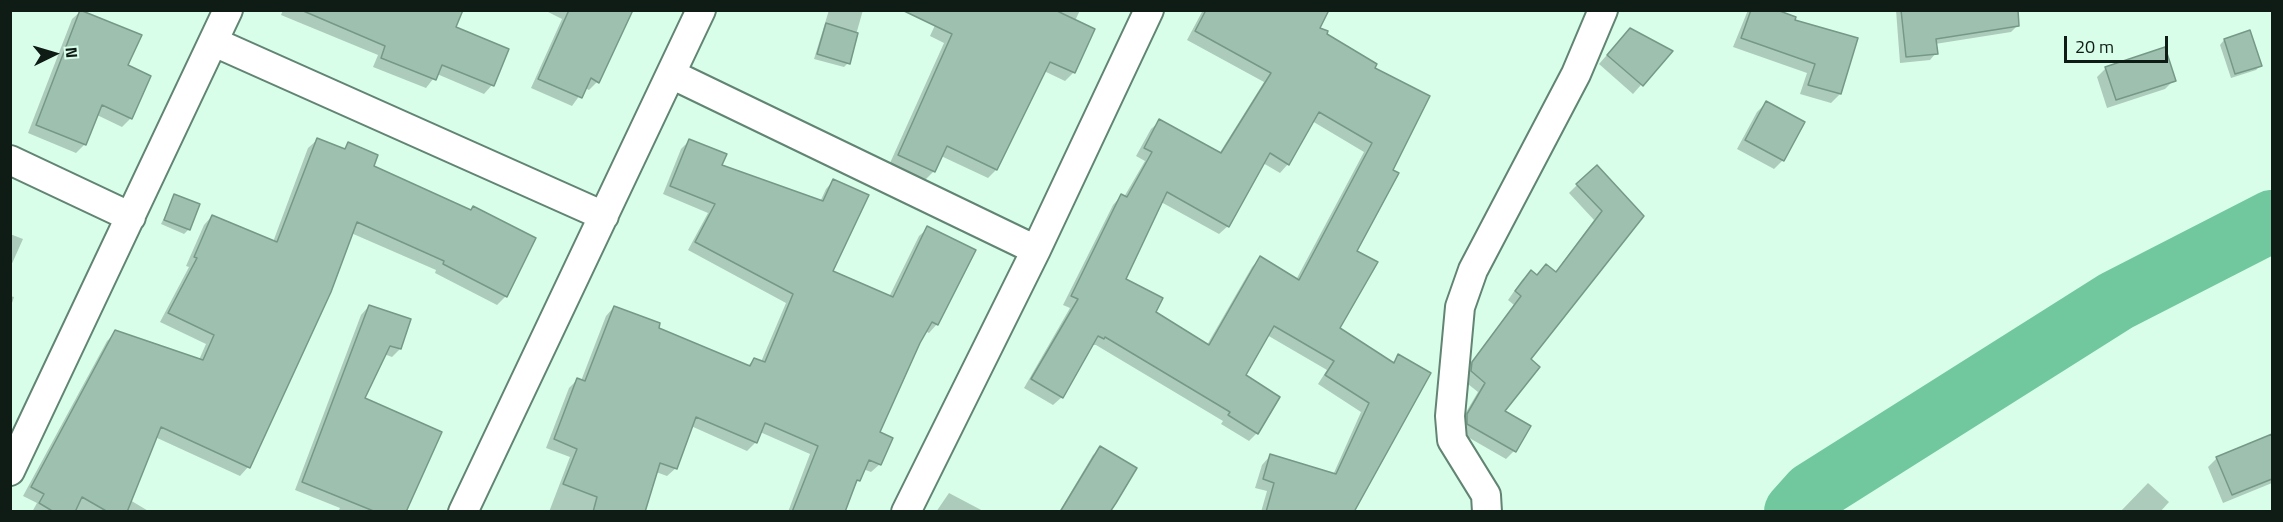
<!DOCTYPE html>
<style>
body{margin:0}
#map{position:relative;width:2283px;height:522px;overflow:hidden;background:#d8feea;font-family:"Titillium Web",sans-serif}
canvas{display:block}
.frame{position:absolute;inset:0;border:12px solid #0f1c16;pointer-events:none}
.north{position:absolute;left:24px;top:24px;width:60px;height:60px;-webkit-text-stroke:4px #d8feea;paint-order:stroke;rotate:85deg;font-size:16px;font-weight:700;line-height:24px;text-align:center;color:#0f1c16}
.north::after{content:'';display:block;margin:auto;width:21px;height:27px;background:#0f1c16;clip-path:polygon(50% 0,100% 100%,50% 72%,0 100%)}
.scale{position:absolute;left:2064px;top:36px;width:104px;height:27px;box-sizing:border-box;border:3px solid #0f1c16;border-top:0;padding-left:8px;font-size:18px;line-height:21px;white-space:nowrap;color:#0f1c16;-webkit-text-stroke:4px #d8feea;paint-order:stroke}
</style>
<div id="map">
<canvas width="2283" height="522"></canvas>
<div class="frame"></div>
<div class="north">N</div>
<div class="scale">20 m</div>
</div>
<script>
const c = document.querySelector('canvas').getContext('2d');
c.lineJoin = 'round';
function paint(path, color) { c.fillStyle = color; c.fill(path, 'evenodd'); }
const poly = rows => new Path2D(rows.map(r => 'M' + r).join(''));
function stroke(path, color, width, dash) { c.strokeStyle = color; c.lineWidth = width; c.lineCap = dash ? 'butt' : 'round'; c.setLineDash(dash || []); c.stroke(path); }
const shadow = poly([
 [283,10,461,10,454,28,492,85,484,94,437,74,426,88,373,67,378,55,281,15],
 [544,10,631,10,597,82,589,90,585,88,572,106,531,88,562,19],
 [829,10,863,10,848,63,844,67,814,59],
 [942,10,1080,10,1075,21,1074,72,1065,81,1044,71,996,170,988,178,941,156,934,171,925,180,890,163,944,43,930,36],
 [1203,10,1327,10,1318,28,1375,65,1372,69,1391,170,1355,252,1338,329,1392,363,1399,356,1352,512,1261,512,1267,491,1255,488,1262,465,1270,456,1333,475,1361,412,1318,384,1327,370,1267,335,1244,376,1257,433,1249,441,1221,424,1223,421,1096,345,1091,345,1062,397,1053,405,1024,388,1070,308,1063,305,1113,205,1121,196,1124,197,1145,161,1136,156,1151,129,1160,121,1219,154,1264,82,1187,40],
 [1312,121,1364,152,1296,280,1260,258,1252,267,1207,345,1154,313,1124,280,1161,202,1219,234,1228,226,1263,163,1280,173,1288,164],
 [1748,10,1773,10,1840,94,1831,103,1800,94,1807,73,1733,47],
 [1896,10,2016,10,2018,25,2011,32,1935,44,1936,53,1930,60,1900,63],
 [81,11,126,66,149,76,130,119,122,127,97,115,85,144,76,153,28,133,72,19],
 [2249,32,2260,66,2256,70,2231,78,2220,45,2224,40],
 [1621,39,1670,52,1633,94,1599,64],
 [2106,68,2174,80,2165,89,2107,108,2097,77],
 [1766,103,1783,160,1774,169,1737,149,1757,112],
 [317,140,343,150,349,144,372,166,469,211,473,208,506,296,497,305,435,273,436,270,351,233,248,467,240,476,155,437,130,500,150,512,32,512,37,503,23,496,107,341,116,332,199,360,206,344,160,322,189,267,186,266,204,225,212,216,273,242,308,148],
 [689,141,721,166,820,202,826,189,834,180,831,272,889,297,919,236,928,228,937,324,929,333,925,331,878,433,880,464,871,472,863,469,843,512,788,512,810,454,760,432,755,443,747,451,691,426,676,468,667,476,656,472,643,512,549,512,570,457,546,448,569,388,577,380,581,381,606,316,614,307,657,329,747,367,754,359,761,362,786,303,688,250,708,213,663,194,681,149],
 [1577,185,1642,217,1529,360,1502,412,1514,451,1506,459,1459,432,1459,424,1478,392,1463,380,1464,372,1514,305,1508,300,1522,280,1531,272,1536,276,1555,273,1594,220,1569,193],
 [175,196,189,229,184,234,161,224],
 [10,234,23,239,10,268],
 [10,296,14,297,10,309],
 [369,306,400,349,392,357,384,354,363,398,404,512,338,512,340,508,295,490,361,315],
 [2272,436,2272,483,2223,503,2208,467,2217,458],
 [1101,448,1108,512,1059,512,1093,455],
 [2148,483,2169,502,2160,512,2120,512],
 [949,493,985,512,936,512]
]);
const river = poly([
 [1795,512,1812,493,2116,301,2272,221]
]);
const building = poly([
 [80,10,142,35,128,65,151,76,132,119,102,105,86,145,36,125,80,10],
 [301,10,463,10,456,27,509,49,494,86,442,65,436,80,381,58,385,46,301,10],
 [569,10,633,10,599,83,591,78,582,98,538,79,569,10],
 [902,10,1055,10,1095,29,1075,73,1050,62,997,170,947,146,935,172,898,155,952,34,902,10],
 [1206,10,1329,10,1320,28,1328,31,1327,34,1377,64,1375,68,1430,96,1393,170,1399,173,1357,251,1378,262,1340,328,1394,363,1398,354,1431,373,1354,512,1266,512,1274,483,1263,479,1270,454,1336,474,1369,403,1325,375,1334,361,1274,326,1246,375,1280,397,1258,434,1228,415,1230,412,1105,337,1104,339,1098,336,1063,398,1031,379,1078,299,1071,296,1121,194,1127,197,1152,152,1144,148,1159,119,1221,153,1271,73,1195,31,1206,10],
 [1319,112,1372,143,1299,280,1260,256,1209,345,1156,312,1163,298,1126,279,1167,192,1229,227,1270,153,1289,165,1319,112],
 [1751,10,1777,10,1796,17,1795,20,1858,38,1841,94,1808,85,1815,64,1741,38,1751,10],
 [1901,10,2018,10,2019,26,1936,39,1938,54,1906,57,1901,10],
 [826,23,858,33,850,64,817,54,826,23],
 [1630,28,1673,51,1643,86,1607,55,1630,28],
 [2250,30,2262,66,2235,74,2224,39,2250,30],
 [2165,47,2176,81,2116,100,2105,67,2165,47],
 [1766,101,1805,122,1784,161,1745,140,1766,101],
 [317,138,345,149,348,142,378,155,374,166,471,210,473,206,536,238,507,297,443,264,444,261,357,222,331,292,250,468,161,427,127,512,108,512,82,497,75,512,54,512,39,503,44,494,31,487,115,330,203,360,214,335,168,313,197,258,194,257,212,215,277,242,317,138],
 [689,139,727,154,722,165,823,201,833,179,869,195,833,271,893,297,927,226,976,250,938,325,932,322,920,343,880,432,893,438,881,465,869,460,860,481,857,480,845,512,792,512,818,446,765,423,757,443,696,417,677,469,660,463,645,512,593,512,597,497,563,484,577,449,554,439,577,378,585,381,614,306,660,323,659,328,750,366,754,358,765,362,793,294,695,242,715,204,670,186,689,139],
 [1597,165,1644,216,1531,359,1540,367,1505,411,1531,426,1516,452,1467,424,1467,414,1485,383,1471,371,1472,362,1521,296,1515,291,1531,270,1537,275,1546,264,1556,272,1602,211,1576,184,1597,165],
 [174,194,200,204,190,230,164,220,174,194],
 [369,305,411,319,401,349,390,346,365,398,442,432,406,512,376,512,302,482,369,305],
 [2272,434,2272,479,2232,495,2216,457,2272,434],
 [1100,446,1137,468,1116,503,1110,512,1060,512,1100,446]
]);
const street = poly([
 [214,42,604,216],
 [671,74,1036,250],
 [10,160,131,217],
 [10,471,228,10],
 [463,512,701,10],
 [906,512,1036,250,1149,10],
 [1487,512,1486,495,1452,440,1450,416,1460,307,1473,270,1576,74,1603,10]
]);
paint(shadow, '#0003');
stroke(river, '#71c89f', 62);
paint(building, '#9dc1ae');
stroke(building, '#769987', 1.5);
stroke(street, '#628473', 32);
stroke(street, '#fff', 28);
</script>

EXERCISE OBJECTIVE »
What lines in the material above contain the word "canvas"? Copy them out.

REPLY TO THE EXERCISE »
canvas{display:block}
<canvas width="2283" height="522"></canvas>
const c = document.querySelector('canvas').getContext('2d');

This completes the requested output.